On February 14, 1925, J.G. Street, one of the partners, died, and on that date, by operation of law, the copartnership was dissolved. Some time in February, 1927, the partnership business and interests were transferred to Street-Eicholtz Furniture Company, Inc., a corporation, which corporation then assumed the debts of the copartnership.
Under date of July 15, 1927, the corporation executed and delivered to Bessie G. Moore its promissory note (for the same principal sum as the former copartnership note), payable six months after date, with interest at 7 per cent. per annum. Interest on this note was paid and indorsed on the note semi-annually, to and including January 15, 1931. The corporation went into receivership and a claim for this note was filed by the plaintiff with the receiver, and she received a payment from the receiver on or about March 29, 1932.
The plaintiff commenced this action on August 30, 1932, to recover the balance alleged to be due on the copartnership note, after giving credit for the interest paid by the copartnership, and for the interest paid by the corporation, and for the payments made by the receiver for the corporation.
The defendant Allen Street alleges three defenses: First, that the note given by the corporation and accepted by the plaintiff constituted a novation as to the partnership note and released him from liability; second, that the plaintiff's right of action on the copartnership note is barred by the statute of limitations; and, third, that the plaintiff is guilty of laches which in equity relieves him from liability. Judgment was for the plaintiff and against the defendant Allen Street.
The trial court apparently concluded that there was not a novation, and that the defendant was not released by laches. These conclusions are assigned by the defendant as error and discussed in the briefs of both parties, but need not be considered by this court because the plaintiff's cause of action appears to be barred by the statute of limitations.
Section 101, O. S. 1931, bars an action upon any contract in writing unless the action is commenced within five years after the cause of action shall have accrued. The plaintiff had a right of action on the partnership note at any time after January 15, 1921, when the note on its face was payable. Section 107, O. S. 1931, is as follows:
"In any case founded on contract, when any part of the principal or interest shall have been paid, or an acknowledgment of an existing liability, debt or claim, or any promise to pay the same shall have been made, an action may be brought in such case within the period prescribed for the same, after such payment, acknowledgment or promise; but such acknowledgment or promise must be in writing, signed by the party to be charged thereby."
No express agreement for an extension is shown. The plaintiff shows that the running of the statute of limitations was suspended by payments of interest on the note, by the partnership, up to and including the interest due on January 15, 1925. The partnership was dissolved by the death of a partner in February, 1925, and accordingly the partnership made no more payments.
The plaintiff says that the payments on the note after the dissolution of the partnership are sufficient to toll the running of the statute. While there are decisions that appear to support this statement, it appears clear that it is not correct under the law in Oklahoma.

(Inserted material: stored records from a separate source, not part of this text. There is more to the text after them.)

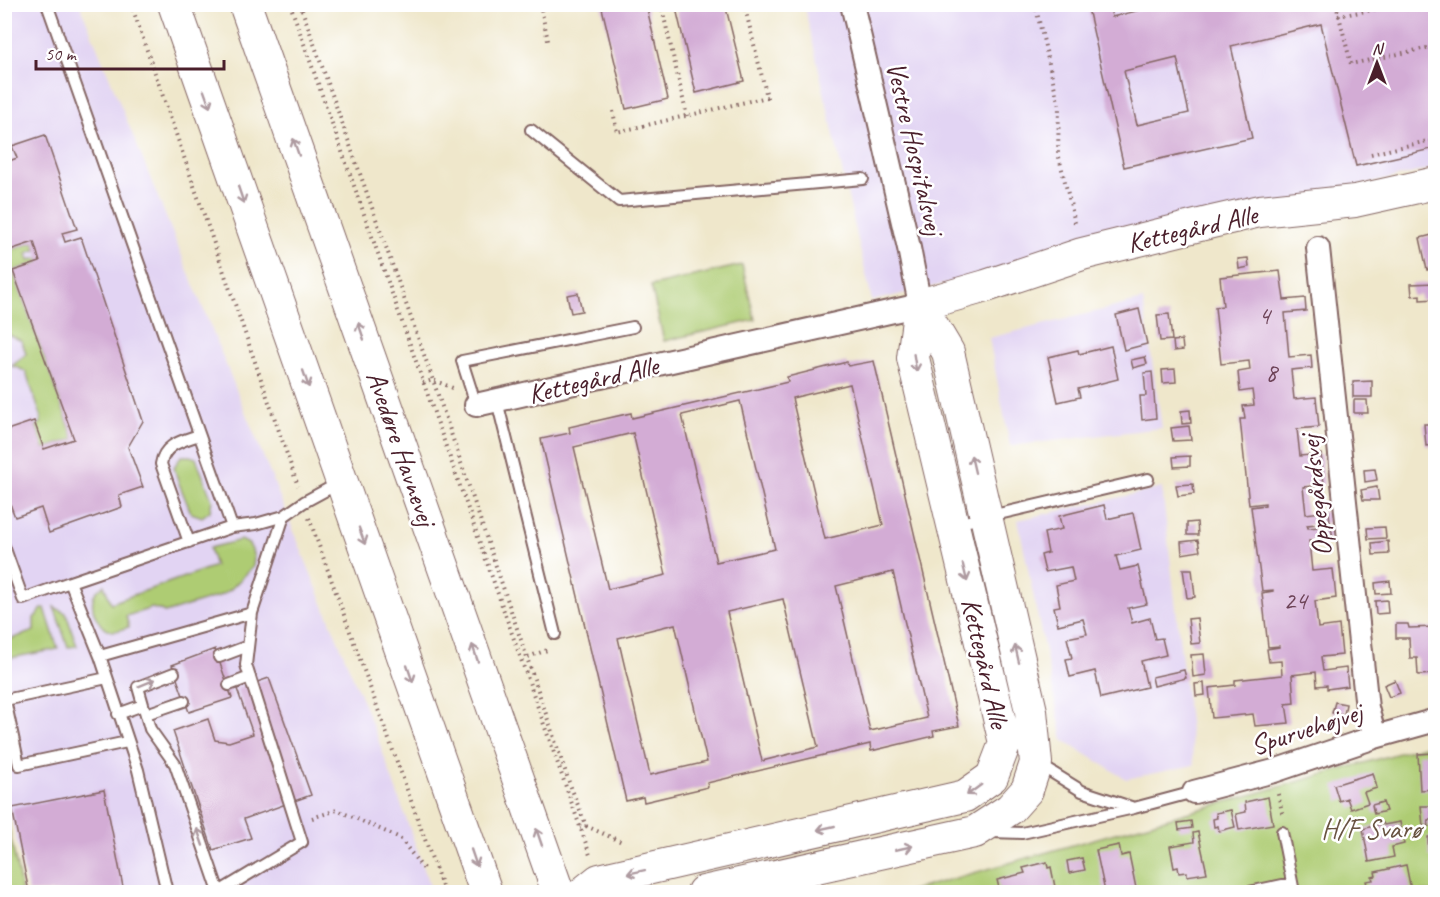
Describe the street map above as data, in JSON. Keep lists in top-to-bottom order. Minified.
{"streets":{"street":["Vestre Hospitalsvej","Kettegård Alle","Avedøre Havnevej","Oppegårdsvej","Spurvehøjvej"]},"crossings":[["Vestre Hospitalsvej","Kettegård Alle"],["Oppegårdsvej","Spurvehøjvej"]],"parks":["H/F Svarø"],"house_numbers":["4","8","24"],"scale_bar":"50 m","north":"top"}
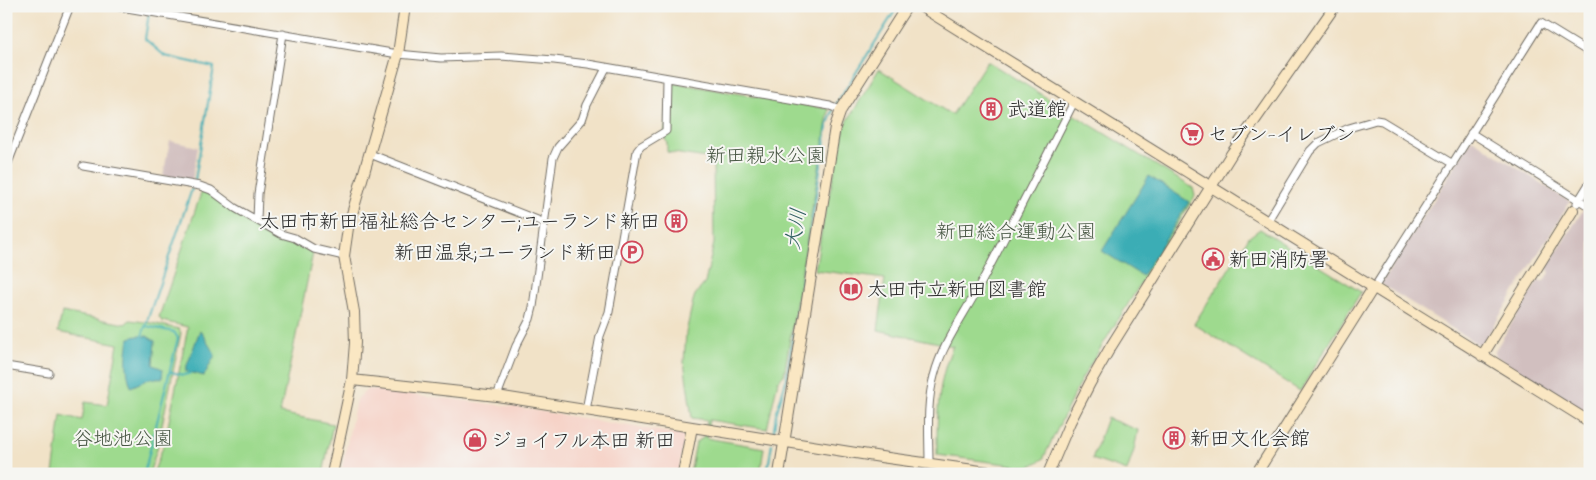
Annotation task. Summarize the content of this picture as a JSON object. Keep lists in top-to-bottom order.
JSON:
{
  "water": ["大川"],
  "parks": ["新田親水公園", "新田総合運動公園", "谷地池公園"],
  "places": {
    "building": ["武道館", "太田市新田福祉総合センター;ユーランド新田", "新田文化会館"],
    "supermarket": ["セブン-イレブン"],
    "parking": ["新田温泉;ユーランド新田"],
    "public building": ["新田消防署"],
    "library": ["太田市立新田図書館"],
    "shop": ["ジョイフル本田 新田"]
  }
}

A recent case, one decided since the preparation of the briefs in this case, follows a long line of decisions to the same effect, holding:
"Payment, in order to toll statute of limitations must be voluntary payments by party sought to be charged or by some one having authority from him so to do (St. 1931, sec. 101, subd. 1)." Eichman v. Culver,
And in the opinion in that case the court quotes from Good v. Ehrlich, 67 Kan. (94, 72 P. 545, as follows:
" 'A part payment, in order to be efficient to toll the statute of limitations or remove the bar, must have been made as part payment of the obligation in question by the obligor, or by some one at his direction, and under such circumstances as to amount *338 to an acknowledgment of an existing liability on such obligation.' "
In Berry v. Oklahoma State Bank,
"But it pleads that the amount credited was the proceeds of the sale of security hypothecated at the time of making of the note, and even that being admitted does not affect the contention of the parties in this action. For the defendant relies upon the defense that the note is barred by the statute of limitations, and this credit would not toll the statute, for it was not a voluntary payment, and therefore not a renewed promise or a renewed acknowledgment of the obligation. * * *"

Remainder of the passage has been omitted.